Domestic team information
- 1842: Cambridge Town Club

Career statistics
| Competition | First-class |
| Matches | 1 |
| Runs scored | 0 |
| Batting average | 0.00 |
| 100s/50s | –/– |
| Top score | 0* |
| Catches/stumpings | –/– |
- Source: Cricinfo, 24 May 2022

= William Hutt (cricketer) =

English cricketer, clergyman and academic

William Wayman Hutt (29 August 1822 – 21 July 1894) was an English first-class cricketer, clergyman and academic.

The son of Richard Hutt, a bookseller from Cambridge, he was born in August 1822. Hutt was educated at The Perse School, before matriculating to Caius College, Cambridge. While studying at Cambridge he was active in the Cambridge Town Club (CTC), for whom he made a single appearance in first-class cricket for against Cambridge University at Parker's Piece in 1842. He was dismissed once in the match batting from the tail by John Kirwan in the CTC first innings.

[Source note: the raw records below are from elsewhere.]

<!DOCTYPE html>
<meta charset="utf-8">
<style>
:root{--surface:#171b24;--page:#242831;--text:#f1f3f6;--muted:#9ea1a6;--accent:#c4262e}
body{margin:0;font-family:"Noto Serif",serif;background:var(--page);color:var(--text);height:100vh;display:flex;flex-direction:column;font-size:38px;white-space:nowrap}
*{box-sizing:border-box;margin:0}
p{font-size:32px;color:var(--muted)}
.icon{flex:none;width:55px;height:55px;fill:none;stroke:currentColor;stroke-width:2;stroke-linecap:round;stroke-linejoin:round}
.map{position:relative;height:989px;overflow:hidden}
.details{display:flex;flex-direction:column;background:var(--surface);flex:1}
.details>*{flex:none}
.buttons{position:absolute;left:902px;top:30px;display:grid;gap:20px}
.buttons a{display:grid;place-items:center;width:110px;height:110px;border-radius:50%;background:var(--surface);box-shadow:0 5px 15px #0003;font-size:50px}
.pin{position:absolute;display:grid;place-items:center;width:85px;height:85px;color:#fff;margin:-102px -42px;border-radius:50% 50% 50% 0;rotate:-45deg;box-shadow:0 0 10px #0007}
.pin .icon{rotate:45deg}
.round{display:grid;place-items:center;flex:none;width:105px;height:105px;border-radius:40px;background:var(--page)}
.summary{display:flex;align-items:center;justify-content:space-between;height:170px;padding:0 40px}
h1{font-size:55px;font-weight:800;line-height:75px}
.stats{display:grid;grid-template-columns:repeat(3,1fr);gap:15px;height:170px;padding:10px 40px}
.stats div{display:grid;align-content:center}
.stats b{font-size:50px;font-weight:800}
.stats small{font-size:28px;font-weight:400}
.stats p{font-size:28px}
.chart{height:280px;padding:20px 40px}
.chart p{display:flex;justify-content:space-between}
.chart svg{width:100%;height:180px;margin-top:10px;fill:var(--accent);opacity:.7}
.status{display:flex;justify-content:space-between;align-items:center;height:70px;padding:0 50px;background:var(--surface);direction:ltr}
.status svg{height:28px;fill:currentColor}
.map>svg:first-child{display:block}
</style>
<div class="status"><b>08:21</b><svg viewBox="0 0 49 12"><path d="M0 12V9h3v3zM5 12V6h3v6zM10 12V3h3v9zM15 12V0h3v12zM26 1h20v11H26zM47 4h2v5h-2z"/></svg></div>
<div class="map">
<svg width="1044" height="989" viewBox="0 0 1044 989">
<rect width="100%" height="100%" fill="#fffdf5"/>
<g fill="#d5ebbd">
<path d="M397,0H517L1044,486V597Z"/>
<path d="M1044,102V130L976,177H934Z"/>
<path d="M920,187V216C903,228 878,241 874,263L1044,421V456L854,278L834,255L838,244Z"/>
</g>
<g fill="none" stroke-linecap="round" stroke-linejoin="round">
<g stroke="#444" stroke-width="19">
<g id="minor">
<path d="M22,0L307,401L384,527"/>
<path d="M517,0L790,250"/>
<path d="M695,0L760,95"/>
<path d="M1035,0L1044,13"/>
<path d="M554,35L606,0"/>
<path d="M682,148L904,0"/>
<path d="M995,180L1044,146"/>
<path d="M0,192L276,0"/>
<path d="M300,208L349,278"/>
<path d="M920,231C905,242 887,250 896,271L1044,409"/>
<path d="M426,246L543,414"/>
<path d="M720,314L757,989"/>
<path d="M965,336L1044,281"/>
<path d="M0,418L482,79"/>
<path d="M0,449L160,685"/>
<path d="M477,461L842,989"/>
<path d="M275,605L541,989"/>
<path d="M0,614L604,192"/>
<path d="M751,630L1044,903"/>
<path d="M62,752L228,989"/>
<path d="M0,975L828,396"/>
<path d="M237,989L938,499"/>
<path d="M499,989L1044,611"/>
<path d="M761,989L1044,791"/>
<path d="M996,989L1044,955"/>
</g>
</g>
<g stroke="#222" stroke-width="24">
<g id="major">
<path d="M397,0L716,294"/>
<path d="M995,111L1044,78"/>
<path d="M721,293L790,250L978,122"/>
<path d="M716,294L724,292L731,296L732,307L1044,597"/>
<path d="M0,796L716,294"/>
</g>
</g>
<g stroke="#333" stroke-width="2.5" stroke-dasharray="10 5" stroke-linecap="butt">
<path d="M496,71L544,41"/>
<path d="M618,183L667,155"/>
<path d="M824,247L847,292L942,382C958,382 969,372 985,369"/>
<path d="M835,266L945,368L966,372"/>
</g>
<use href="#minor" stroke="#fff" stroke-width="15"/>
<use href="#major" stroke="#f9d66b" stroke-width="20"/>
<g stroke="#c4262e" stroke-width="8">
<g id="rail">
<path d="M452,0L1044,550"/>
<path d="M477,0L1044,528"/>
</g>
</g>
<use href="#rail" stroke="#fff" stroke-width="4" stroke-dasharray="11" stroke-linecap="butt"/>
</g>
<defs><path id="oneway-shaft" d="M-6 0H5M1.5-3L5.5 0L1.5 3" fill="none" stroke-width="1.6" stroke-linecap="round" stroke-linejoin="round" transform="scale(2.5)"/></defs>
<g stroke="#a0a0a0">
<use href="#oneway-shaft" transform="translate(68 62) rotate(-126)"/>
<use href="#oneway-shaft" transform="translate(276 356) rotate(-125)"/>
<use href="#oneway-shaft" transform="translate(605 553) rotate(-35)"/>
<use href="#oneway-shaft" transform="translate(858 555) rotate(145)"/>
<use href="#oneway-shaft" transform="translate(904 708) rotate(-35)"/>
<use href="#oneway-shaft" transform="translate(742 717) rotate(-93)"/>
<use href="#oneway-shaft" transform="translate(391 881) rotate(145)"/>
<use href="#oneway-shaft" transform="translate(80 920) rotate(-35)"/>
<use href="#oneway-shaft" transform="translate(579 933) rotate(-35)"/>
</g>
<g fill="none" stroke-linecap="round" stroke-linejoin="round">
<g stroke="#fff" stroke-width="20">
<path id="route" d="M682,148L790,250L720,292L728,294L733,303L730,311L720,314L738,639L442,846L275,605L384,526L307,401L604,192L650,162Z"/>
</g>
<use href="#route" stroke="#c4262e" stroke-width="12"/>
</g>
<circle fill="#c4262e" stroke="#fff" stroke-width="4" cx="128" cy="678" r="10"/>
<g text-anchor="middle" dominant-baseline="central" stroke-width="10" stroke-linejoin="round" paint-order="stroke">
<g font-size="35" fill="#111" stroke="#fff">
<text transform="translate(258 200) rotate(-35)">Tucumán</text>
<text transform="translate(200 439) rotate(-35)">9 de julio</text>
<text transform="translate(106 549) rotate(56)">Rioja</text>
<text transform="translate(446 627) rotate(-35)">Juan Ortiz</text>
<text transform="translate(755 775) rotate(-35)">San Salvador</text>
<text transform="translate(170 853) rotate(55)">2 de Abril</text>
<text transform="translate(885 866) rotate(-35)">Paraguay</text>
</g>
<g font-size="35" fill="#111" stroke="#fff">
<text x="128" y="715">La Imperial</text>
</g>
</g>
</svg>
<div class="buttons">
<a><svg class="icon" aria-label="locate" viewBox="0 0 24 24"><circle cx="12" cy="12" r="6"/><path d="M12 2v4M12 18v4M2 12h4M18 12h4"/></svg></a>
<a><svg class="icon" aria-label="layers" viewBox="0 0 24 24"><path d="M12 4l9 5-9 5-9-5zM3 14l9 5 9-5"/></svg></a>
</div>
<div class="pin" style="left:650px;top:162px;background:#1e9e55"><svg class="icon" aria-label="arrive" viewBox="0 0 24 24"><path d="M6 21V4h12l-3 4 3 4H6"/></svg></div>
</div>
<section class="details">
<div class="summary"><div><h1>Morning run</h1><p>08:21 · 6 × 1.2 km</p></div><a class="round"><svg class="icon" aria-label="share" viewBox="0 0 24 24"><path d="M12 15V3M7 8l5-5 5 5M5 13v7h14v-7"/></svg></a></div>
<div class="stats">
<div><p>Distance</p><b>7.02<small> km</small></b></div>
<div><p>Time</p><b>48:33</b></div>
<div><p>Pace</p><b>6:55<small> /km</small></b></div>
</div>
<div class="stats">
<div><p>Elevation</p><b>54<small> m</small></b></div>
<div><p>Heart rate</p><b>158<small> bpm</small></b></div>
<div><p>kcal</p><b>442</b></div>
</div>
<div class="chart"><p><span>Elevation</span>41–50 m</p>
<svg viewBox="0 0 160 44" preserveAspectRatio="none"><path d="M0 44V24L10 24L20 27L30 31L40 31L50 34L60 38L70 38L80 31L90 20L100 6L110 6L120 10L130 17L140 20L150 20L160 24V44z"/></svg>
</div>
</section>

Hutt was elected a fellow of Caius in 1845, an appointment he was re-elected to in May 1854. During the early 1850s, he held the office of college divinity lecturer, after the office had been declined by other fellows. He had been ordained as a deacon at Ely Cathedral in 1846 and was appointed a priest there in 1847. Following the end of his academic commitments with Caius, Hutt was appointed rector at Hockwold cum Wilton in 1861 and was made an honorary canon at Norwich Cathedral in 1890. Hutt co-authored the book Solutions of Goodwin's Collection of Problems and Examples alongside Thomas Vyvyan in 1863, which detailed mathematical problems and their solutions. In his later years he was a justice of the peace for the Norfolk. Hutt remained rector at Hockwold cum Wilton until his death there in July 1894.